### What the task requires:
Copy each line below word for word and drop every image.
▼
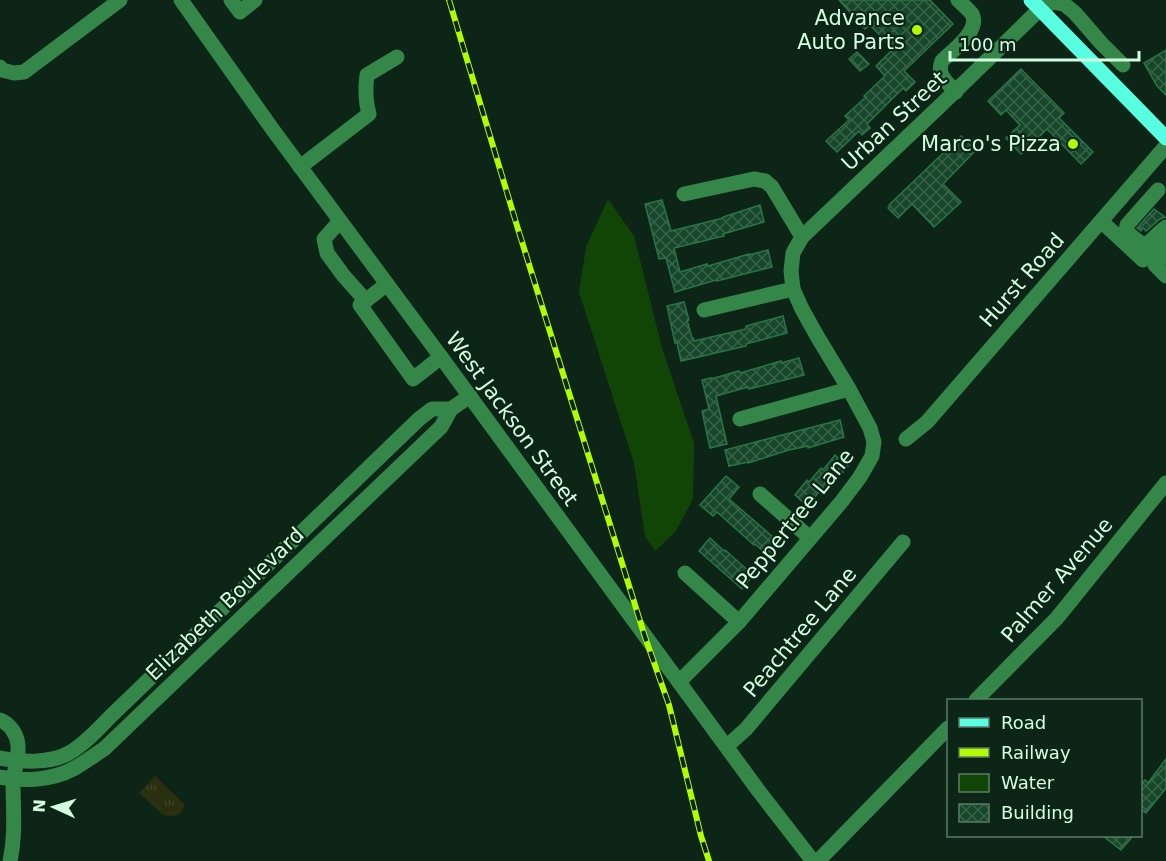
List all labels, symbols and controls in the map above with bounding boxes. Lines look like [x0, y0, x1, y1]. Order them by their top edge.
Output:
place label: Advance Auto Parts [797, 6, 905, 54]
marker: Advance Auto Parts [910, 23, 924, 37]
scale bar [950, 24, 1139, 62]
text: 100 m [959, 34, 1017, 55]
street label: Urban Street [837, 67, 951, 175]
place label: Marco's Pizza [921, 132, 1061, 156]
marker: Marco's Pizza [1066, 137, 1080, 151]
street label: Hurst Road [975, 228, 1069, 332]
street label: West Jackson Street [441, 328, 583, 510]
street label: Peppertree Lane [731, 444, 859, 594]
street label: Palmer Avenue [996, 513, 1118, 647]
street label: Elizabeth Boulevard [141, 523, 309, 685]
street label: Peachtree Lane [739, 562, 861, 702]
legend [947, 699, 1142, 837]
text: Road [1001, 712, 1046, 733]
text: Railway [1001, 742, 1071, 763]
text: Water [1001, 772, 1055, 793]
north arrow [24, 777, 84, 837]
text: N [30, 799, 49, 813]
text: Building [1001, 802, 1074, 823]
▲
### Output for this task:
List all labels, symbols and controls in the map above with bounding boxes. Lines look like [x0, y0, x1, y1]. Order them by their top edge.
Output:
place label: Advance Auto Parts [797, 6, 905, 54]
marker: Advance Auto Parts [910, 23, 924, 37]
scale bar [950, 24, 1139, 62]
text: 100 m [959, 34, 1017, 55]
street label: Urban Street [837, 67, 951, 175]
place label: Marco's Pizza [921, 132, 1061, 156]
marker: Marco's Pizza [1066, 137, 1080, 151]
street label: Hurst Road [975, 228, 1069, 332]
street label: West Jackson Street [441, 328, 583, 510]
street label: Peppertree Lane [731, 444, 859, 594]
street label: Palmer Avenue [996, 513, 1118, 647]
street label: Elizabeth Boulevard [141, 523, 309, 685]
street label: Peachtree Lane [739, 562, 861, 702]
legend [947, 699, 1142, 837]
text: Road [1001, 712, 1046, 733]
text: Railway [1001, 742, 1071, 763]
text: Water [1001, 772, 1055, 793]
north arrow [24, 777, 84, 837]
text: N [30, 799, 49, 813]
text: Building [1001, 802, 1074, 823]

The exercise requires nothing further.